**** Information supplied
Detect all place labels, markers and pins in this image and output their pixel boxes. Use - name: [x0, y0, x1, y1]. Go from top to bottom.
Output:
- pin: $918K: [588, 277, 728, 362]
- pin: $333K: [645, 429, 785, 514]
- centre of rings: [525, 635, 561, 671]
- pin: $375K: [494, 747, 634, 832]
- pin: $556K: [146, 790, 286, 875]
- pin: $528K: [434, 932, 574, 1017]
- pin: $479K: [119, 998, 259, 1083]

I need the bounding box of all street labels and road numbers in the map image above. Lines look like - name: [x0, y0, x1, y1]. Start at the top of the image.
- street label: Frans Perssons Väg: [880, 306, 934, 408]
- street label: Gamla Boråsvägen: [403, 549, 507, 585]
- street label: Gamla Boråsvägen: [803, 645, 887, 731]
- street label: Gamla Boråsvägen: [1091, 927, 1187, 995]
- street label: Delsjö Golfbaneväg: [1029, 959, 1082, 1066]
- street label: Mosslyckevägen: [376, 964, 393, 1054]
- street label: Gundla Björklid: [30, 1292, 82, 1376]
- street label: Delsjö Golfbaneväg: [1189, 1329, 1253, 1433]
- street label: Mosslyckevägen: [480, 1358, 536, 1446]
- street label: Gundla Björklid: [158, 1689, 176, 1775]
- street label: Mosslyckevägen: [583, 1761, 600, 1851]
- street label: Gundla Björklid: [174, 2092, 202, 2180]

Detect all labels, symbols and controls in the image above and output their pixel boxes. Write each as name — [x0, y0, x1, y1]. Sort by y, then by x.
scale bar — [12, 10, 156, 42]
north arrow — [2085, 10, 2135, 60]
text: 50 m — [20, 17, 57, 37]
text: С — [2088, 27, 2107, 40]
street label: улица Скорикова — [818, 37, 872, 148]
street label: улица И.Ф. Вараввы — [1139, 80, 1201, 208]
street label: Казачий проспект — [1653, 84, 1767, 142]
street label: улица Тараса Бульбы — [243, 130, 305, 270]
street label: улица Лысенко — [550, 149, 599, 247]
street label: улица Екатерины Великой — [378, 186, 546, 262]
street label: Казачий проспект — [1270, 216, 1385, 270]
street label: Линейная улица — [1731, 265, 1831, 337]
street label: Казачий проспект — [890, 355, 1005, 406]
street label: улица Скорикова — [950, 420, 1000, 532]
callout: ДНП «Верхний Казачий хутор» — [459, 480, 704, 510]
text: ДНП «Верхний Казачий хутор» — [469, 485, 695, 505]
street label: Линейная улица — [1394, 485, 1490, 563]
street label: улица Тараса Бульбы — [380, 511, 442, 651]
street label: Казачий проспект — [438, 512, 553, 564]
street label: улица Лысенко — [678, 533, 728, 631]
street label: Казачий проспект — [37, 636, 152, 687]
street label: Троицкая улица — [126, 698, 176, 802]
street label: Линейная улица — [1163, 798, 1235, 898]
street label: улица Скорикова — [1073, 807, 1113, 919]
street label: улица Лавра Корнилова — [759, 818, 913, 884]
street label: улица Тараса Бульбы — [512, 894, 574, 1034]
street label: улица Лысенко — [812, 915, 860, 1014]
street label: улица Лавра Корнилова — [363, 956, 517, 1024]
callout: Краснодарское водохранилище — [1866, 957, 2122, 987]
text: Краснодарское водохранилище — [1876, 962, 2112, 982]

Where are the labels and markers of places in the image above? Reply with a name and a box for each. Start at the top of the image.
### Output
********
> **Task description**:
Wherever the word "markers" turns up in a line of the entries above, copy that line.

> **Response area**:
Detect all place labels, markers and pins in this image and output their pixel boxes. Use - name: [x0, y0, x1, y1]. Go from top to bottom.
Where are the labels and markers of places in the image above? Reply with a name and a box for each. Start at the top of the image.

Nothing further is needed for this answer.